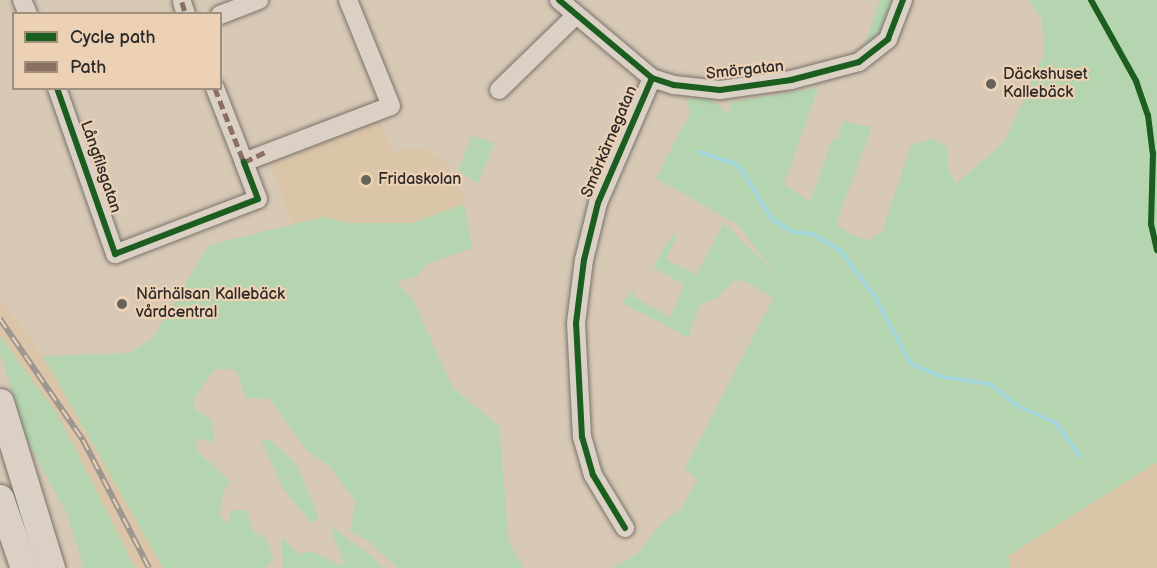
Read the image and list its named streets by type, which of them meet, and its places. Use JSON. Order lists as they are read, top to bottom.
{
  "streets": {
    "street": ["Smörgatan", "Smörkärnegatan", "Långfilsgatan"]
  },
  "crossings": [
    ["Smörgatan", "Smörkärnegatan"]
  ],
  "places": ["Däckshuset Kallebäck", "Fridaskolan", "Närhälsan Kallebäck vårdcentral"],
  "legend": ["Cycle path", "Path"]
}
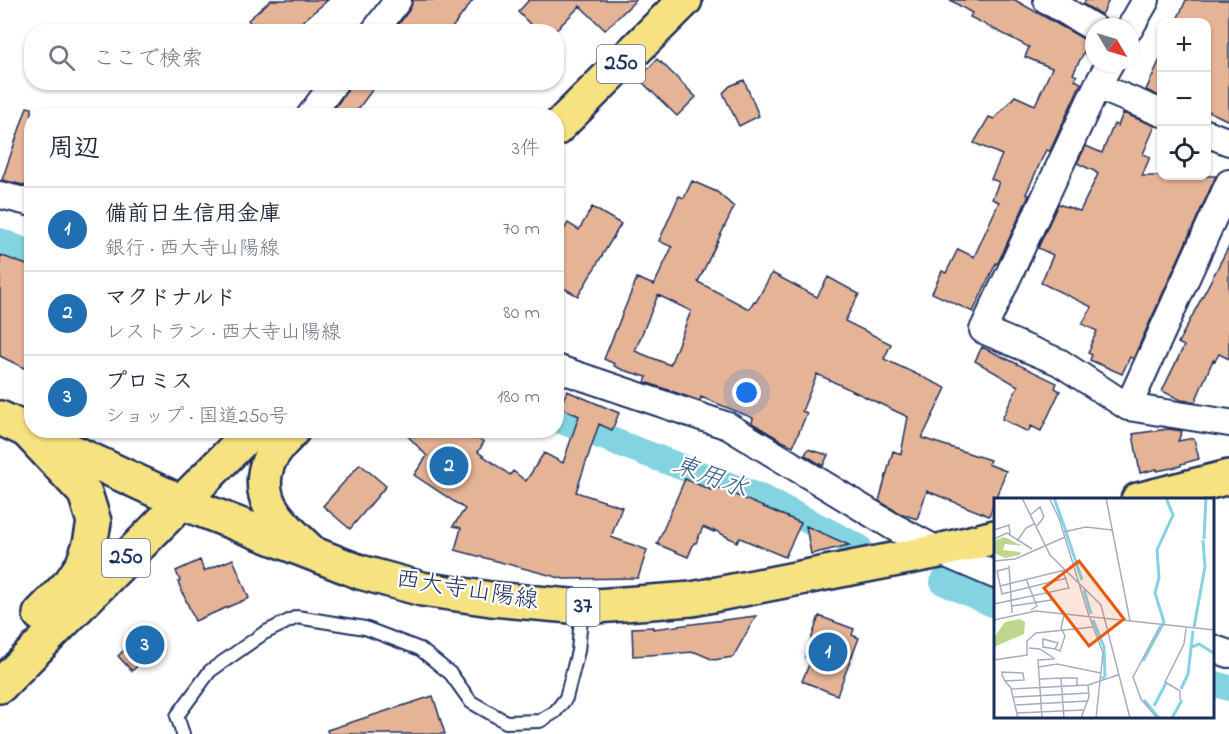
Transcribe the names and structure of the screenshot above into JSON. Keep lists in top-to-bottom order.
{
  "streets": {
    "main road": ["250", "西大寺山陽線", "37"]
  },
  "crossings": [
    ["250", "西大寺山陽線"]
  ],
  "water": ["東用水"],
  "north": "bottom right",
  "page": {
    "map_buttons": ["+", "−"],
    "search": "ここで検索",
    "heading": ["周辺", "3件"],
    "list": [
      {
        "mark": "1",
        "name": "備前日生信用金庫",
        "note": "銀行 · 西大寺山陽線",
        "value": "70 m"
      },
      {
        "mark": "2",
        "name": "マクドナルド",
        "note": "レストラン · 西大寺山陽線",
        "value": "80 m"
      },
      {
        "mark": "3",
        "name": "プロミス",
        "note": "ショップ · 国道250号",
        "value": "180 m"
      }
    ],
    "pins": ["2", "3", "1"]
  }
}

==========

All lines from the one with "Transcribe the names" through the final line above are to be quoted exactly; quote no other line.

Transcribe the names and structure of the screenshot above into JSON. Keep lists in top-to-bottom order.
{
  "streets": {
    "main road": ["250", "西大寺山陽線", "37"]
  },
  "crossings": [
    ["250", "西大寺山陽線"]
  ],
  "water": ["東用水"],
  "north": "bottom right",
  "page": {
    "map_buttons": ["+", "−"],
    "search": "ここで検索",
    "heading": ["周辺", "3件"],
    "list": [
      {
        "mark": "1",
        "name": "備前日生信用金庫",
        "note": "銀行 · 西大寺山陽線",
        "value": "70 m"
      },
      {
        "mark": "2",
        "name": "マクドナルド",
        "note": "レストラン · 西大寺山陽線",
        "value": "80 m"
      },
      {
        "mark": "3",
        "name": "プロミス",
        "note": "ショップ · 国道250号",
        "value": "180 m"
      }
    ],
    "pins": ["2", "3", "1"]
  }
}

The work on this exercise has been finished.